Stream2es, Twitter River and changes to the mapping

Finn_Poitier · December 12, 2013, 8:05pm

Hello,

being new to elasticsearch and trying to get Twitter documents indexed, I
tried a few things, which again caused some questions. Let me explain:

First I used Stream2es, which pulled me Twitter documents in quickly, but I
didn´t saw any way to filter the tweets as it can be done with the Twitter
River.

Then I used the Twitter River, its filtering works as described. But when
checking the tweets content, I saw, there are less fields being indexed
than in Stream2es, for example user data such as followers_count
or friends_count.

So I wondered:

1.) Is there a way to do filtering with Stream2es?
2.) Is there a way to change the mapping of Twitter River? Well, I tried to
change the Twitter River mapping, just without success (I didn´t started to
index anything) the following way:

Creating a new index:

curl -XPUT 'http://localhost:9200/twitter_socialmedia_river/' -d '
index :
type : mynewmapping
bulk_size : 10
'

Applying a desired mapping to the index:

curl -XPUT
'http://localhost:9200/twitter_socialmedia_river/mynewmapping/_mapping' -d '
{
"mynewmapping" : {
"properties" : {
"user": {
"properties": {
"location": {"type": "string"},
"default_profile": {"type": "boolean"},
"statuses_count": {"type": "long"},
"lang": {"type": "string"},
"id": {"type": "long"},
"favourites_count": {"type": "long"},
and some other properties hereafter...
}
}
}
}
}
'

Starting the Twitter River:

curl -XPUT localhost:9200/_river/twitter_socialmedia_river/_meta -d '
{
"type" : "mynewmapping",
"twitter" : {
"oauth" : {
"consumer_key" : "myValues",
"consumer_secret" : "myValues",
"access_token" : "myValues",
"access_token_secret" : "myValues"
},
"filter" : {
"tracks" : ["socialmedia", "social media"]
}
}
}
'

Any help is very appreciated, thanks in advance!

--
You received this message because you are subscribed to the Google Groups "elasticsearch" group.
To unsubscribe from this group and stop receiving emails from it, send an email to elasticsearch+unsubscribe@googlegroups.com.
To view this discussion on the web visit https://groups.google.com/d/msgid/elasticsearch/0f7579ff-cd63-403c-a731-36902eb8c99d%40googlegroups.com.
For more options, visit https://groups.google.com/groups/opt_out.

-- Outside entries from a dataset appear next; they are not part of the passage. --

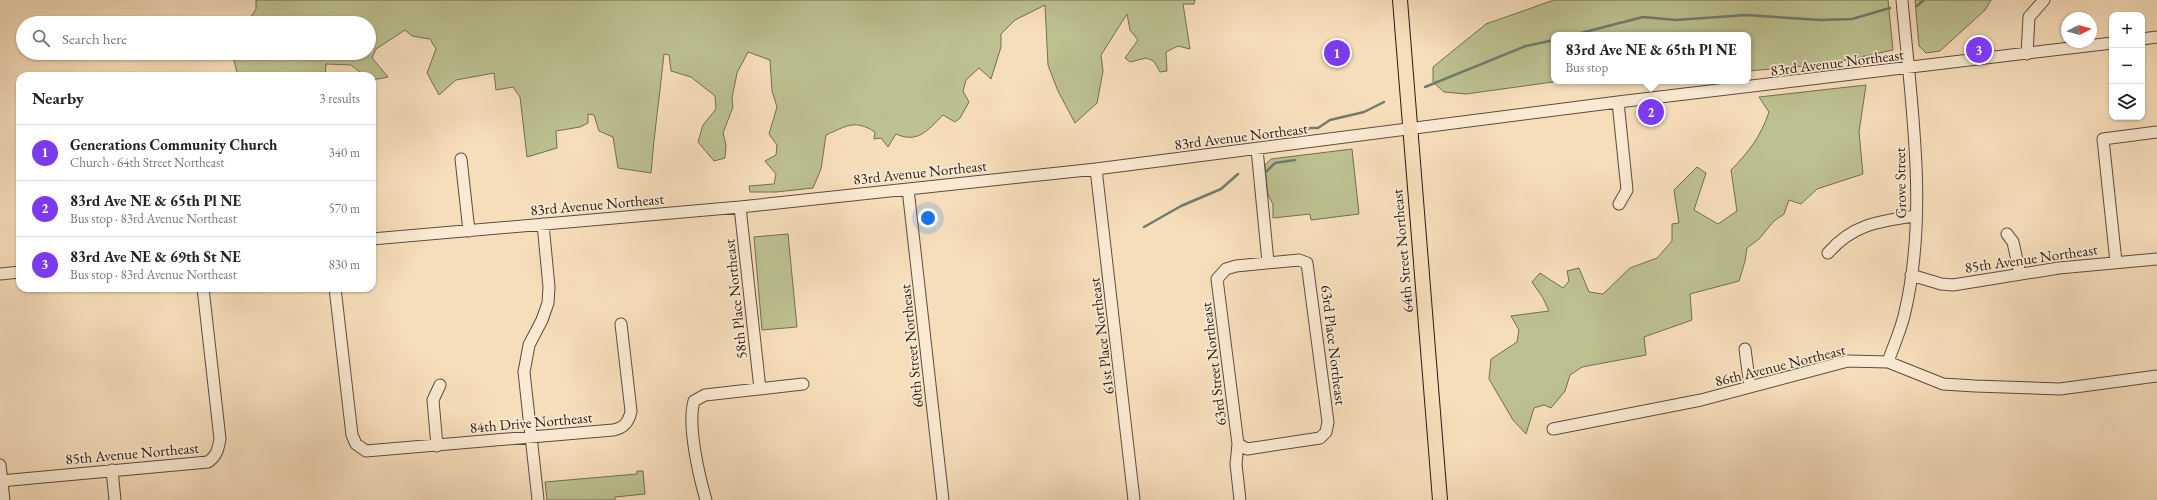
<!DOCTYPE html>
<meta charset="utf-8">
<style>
:root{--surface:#fff;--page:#f6f6f6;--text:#222;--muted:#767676;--line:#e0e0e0;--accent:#7c3aed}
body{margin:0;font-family:"EB Garamond",serif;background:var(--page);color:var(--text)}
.controls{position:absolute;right:12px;top:12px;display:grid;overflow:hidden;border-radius:8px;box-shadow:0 1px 3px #0004}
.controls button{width:36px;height:36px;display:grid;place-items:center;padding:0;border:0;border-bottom:1px solid var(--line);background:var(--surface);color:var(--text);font:20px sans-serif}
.compass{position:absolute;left:2061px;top:12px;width:36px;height:36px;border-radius:50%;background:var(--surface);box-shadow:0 1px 3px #0004;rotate:84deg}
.you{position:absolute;left:928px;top:218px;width:14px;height:14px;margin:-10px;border:3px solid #fff;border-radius:50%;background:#1a73e8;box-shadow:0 0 0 6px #1a73e833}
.badge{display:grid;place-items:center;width:26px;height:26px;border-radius:50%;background:var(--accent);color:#fff;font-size:13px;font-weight:700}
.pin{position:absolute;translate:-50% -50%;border:2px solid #fff;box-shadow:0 1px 4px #0006}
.popup{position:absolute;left:1551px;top:32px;width:200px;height:52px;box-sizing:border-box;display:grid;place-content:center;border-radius:8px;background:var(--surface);filter:drop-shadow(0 1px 3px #0005);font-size:13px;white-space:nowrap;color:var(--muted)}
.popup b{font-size:15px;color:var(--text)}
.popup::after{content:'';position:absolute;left:50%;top:100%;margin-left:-8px;border:8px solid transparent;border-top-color:var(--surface)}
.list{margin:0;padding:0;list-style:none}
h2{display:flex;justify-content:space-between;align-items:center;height:52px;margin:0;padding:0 16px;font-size:17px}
h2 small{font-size:13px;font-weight:400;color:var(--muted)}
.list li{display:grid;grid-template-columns:26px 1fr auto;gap:12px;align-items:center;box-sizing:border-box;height:56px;padding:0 16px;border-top:1px solid var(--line)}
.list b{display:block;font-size:15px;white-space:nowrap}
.list p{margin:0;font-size:13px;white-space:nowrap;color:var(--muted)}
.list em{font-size:13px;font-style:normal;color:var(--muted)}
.icon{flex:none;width:22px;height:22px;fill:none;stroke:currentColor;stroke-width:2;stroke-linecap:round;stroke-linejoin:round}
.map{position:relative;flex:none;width:2157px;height:500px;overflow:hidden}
.search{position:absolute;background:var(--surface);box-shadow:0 1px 3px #0004;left:16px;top:16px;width:360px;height:44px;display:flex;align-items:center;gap:10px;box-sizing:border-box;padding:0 14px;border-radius:22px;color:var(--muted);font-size:15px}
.panel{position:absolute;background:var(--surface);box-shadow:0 1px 3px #0004;left:16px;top:72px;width:360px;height:220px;border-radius:12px}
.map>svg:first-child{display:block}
.green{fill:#bdc190;stroke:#726e52}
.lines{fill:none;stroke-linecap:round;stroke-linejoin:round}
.stream{stroke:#6f7c6e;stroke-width:2.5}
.minor-casing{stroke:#5c4c3d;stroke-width:13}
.major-casing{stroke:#281b13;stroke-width:16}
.minor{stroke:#faead3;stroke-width:11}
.major{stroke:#f7debb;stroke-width:14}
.labels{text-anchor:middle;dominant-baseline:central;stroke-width:3.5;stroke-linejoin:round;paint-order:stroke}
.street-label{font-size:15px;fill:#281b13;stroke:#faead3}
</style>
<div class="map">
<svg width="2157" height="500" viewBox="0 0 2157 500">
<rect width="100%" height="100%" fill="#f7debb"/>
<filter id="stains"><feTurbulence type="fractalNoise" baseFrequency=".005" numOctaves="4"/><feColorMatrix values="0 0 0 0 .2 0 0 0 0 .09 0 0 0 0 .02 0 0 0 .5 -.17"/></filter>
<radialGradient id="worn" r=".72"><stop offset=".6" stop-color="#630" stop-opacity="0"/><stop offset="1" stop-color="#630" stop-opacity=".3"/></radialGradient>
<path class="green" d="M256,0H1195L1194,4H1183L1190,49L1178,46L1166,52L1167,71L1160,72L1154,61L1146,58L1130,62L1125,58L1138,40L1130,30L1127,14L1101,55L1103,71L1097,103L1075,123L1058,91L1048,65L1045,5L1015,20L1001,34V47L991,79L979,68L966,80L963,91L969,102L960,118L955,122L943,115C928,130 918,144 896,134L888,147L881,138L874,139L875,132C855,119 846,126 826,135L821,169L813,188L776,192H750L749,186L774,184L776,174L765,161L776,155L777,145L769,134L777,107L772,91L770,60L748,52L737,73L732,98L733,107L723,133L726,145L725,158L714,161L698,142L703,125L716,109L715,96L691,77L671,71L669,55L664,54C660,94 654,133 651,173L618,168L613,137L599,131L594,115L588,114V123L580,127L556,131L557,148L527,157L520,97L513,87L496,90L494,73L456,80L439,95L427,73L436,49L430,39L412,36L405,30L376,49L372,58L388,77L372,80V76H365L351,65L326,64L325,76H238L232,53H369V23H247L256,9Z
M1554,0H1888L1893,50L1828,64L1748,71V35H1554V81H1560L1466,94L1444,92L1433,82V67L1486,24Z
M1915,0H1991L1985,10L1940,51L1926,53L1919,46Z
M1866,85L1859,132L1863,174L1817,189L1801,204L1789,200L1784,214L1774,221L1759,239L1747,248L1745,261L1739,281L1690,294L1692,320L1644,337L1646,355L1582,367L1570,375L1565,391L1551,408L1544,405L1534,408L1526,434L1513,420L1489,379L1491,359L1517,342L1519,330L1511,316L1549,311L1543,298L1532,282L1540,273L1563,288L1569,281L1567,271L1579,268L1589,292L1603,294L1630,268L1657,258L1672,241V224L1679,223L1674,190L1697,167L1706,173L1694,210L1718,224L1737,211L1731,170C1748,153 1761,136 1769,112L1759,97Z
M1352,149L1359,214L1311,220L1310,214L1273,218V204L1268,195L1265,165L1271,159Z
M788,234L797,327L762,330L754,237Z
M637,471H643L645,494L615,497V500H547L545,482L637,474Z"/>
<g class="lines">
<path class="stream" d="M1917,6L1924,0
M1573,35L1643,17L1676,20L1746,15L1821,20L1852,19L1890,8
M1425,87L1526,46L1554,40
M1296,134L1310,128H1318L1330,120L1364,112L1384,102
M1267,171L1275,163L1295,160
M1144,227L1181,206L1221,189L1238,174"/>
<g class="minor-casing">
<path id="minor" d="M2142,39L2157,37
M2027,54L2029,17L2044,0
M1618,102L1627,190L1619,204
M1257,149L1268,262
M461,159L469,231
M1096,169L1134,500
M908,189L943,500
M740,207L760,389
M2007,234L2013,242L2020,274
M372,239L740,207L1096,169L1618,102L2112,43
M1828,253C1853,224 1880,221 1916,216
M2116,262L2103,139L2157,132
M0,274L20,272
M1911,275L1941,284L1953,285L2059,268L2157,259
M335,288L352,435L356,444L366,451L613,430C624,428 629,422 631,411L621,324
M1745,349L1750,387
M1888,362C1893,347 1900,332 1904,316C1929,215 1911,103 1902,0
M1553,429L1701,400L1848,361L1888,362L1943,384L1975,386L2060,389L2157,376
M1238,444L1247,449L1320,438L1326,432L1328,422L1307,263L1299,260L1236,266L1226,269L1217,279L1238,444L1236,464L1240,500
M437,446L433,400L440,385
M0,465L4,500
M112,470L115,500
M0,481L208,462C217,456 218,449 220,439L203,288
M538,500L524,372L529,345L542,320L548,303L549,287L543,224
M706,500C699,476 687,425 694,401L705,395L803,384"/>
</g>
<g class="major-casing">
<path id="major" d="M1400,0L1440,500"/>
</g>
<use href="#minor" class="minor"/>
<use href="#major" class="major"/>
</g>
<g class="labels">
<g class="street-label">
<text transform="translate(1837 62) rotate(-7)">83rd Avenue Northeast</text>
<text transform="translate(1241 136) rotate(-7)">83rd Avenue Northeast</text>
<text transform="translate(920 172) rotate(-6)">83rd Avenue Northeast</text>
<text transform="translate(1900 183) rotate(-91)">Grove Street</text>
<text transform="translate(597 204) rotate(-5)">83rd Avenue Northeast</text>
<text transform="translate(1402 251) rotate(-95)">64th Street Northeast</text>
<text transform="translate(2031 258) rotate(-8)">85th Avenue Northeast</text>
<text transform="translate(735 299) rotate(-96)">58th Place Northeast</text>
<text transform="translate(1101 336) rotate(-97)">61st Place Northeast</text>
<text transform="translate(1334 345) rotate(83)">63rd Place Northeast</text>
<text transform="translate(911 346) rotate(-96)">60th Street Northeast</text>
<text transform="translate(1213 364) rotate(-97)">63rd Street Northeast</text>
<text transform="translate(1780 365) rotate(-14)">86th Avenue Northeast</text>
<text transform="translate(531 422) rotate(-5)">84th Drive Northeast</text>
<text transform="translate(132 453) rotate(-5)">85th Avenue Northeast</text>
</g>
</g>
<rect width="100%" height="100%" filter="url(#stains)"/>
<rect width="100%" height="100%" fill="url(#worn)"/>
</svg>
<div class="controls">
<button>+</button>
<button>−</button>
<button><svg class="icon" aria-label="layers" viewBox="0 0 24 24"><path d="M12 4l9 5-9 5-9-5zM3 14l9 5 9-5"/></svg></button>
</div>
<svg class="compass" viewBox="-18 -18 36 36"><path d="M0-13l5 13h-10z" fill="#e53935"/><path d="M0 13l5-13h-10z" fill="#767676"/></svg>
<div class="you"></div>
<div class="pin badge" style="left:1337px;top:53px">1</div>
<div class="pin badge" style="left:1651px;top:112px">2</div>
<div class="popup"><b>83rd Ave NE &amp; 65th Pl NE</b>Bus stop</div>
<div class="pin badge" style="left:1979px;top:50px">3</div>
<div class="search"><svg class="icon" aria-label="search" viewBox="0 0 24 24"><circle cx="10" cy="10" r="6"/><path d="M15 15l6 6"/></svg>Search here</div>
<section class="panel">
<h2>Nearby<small>3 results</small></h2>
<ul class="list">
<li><span class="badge">1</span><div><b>Generations Community Church</b><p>Church · 64th Street Northeast</p></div><em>340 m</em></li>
<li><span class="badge">2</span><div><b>83rd Ave NE &amp; 65th Pl NE</b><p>Bus stop · 83rd Avenue Northeast</p></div><em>570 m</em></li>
<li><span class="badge">3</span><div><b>83rd Ave NE &amp; 69th St NE</b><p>Bus stop · 83rd Avenue Northeast</p></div><em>830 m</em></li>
</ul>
</section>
</div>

dadoonet · December 12, 2013, 8:37pm

I think you are looking for this: https://github.com/elasticsearch/elasticsearch-river-twitter#indexing-raw-twitter-stream

HTH

David
Twitter : @dadoonet / @elasticsearchfr / @scrutmydocs

Le 12 déc. 2013 à 21:05, Finn Poitier finnpoitier@googlemail.com a écrit :

Hello,

being new to elasticsearch and trying to get Twitter documents indexed, I tried a few things, which again caused some questions. Let me explain:

First I used Stream2es, which pulled me Twitter documents in quickly, but I didn´t saw any way to filter the tweets as it can be done with the Twitter River.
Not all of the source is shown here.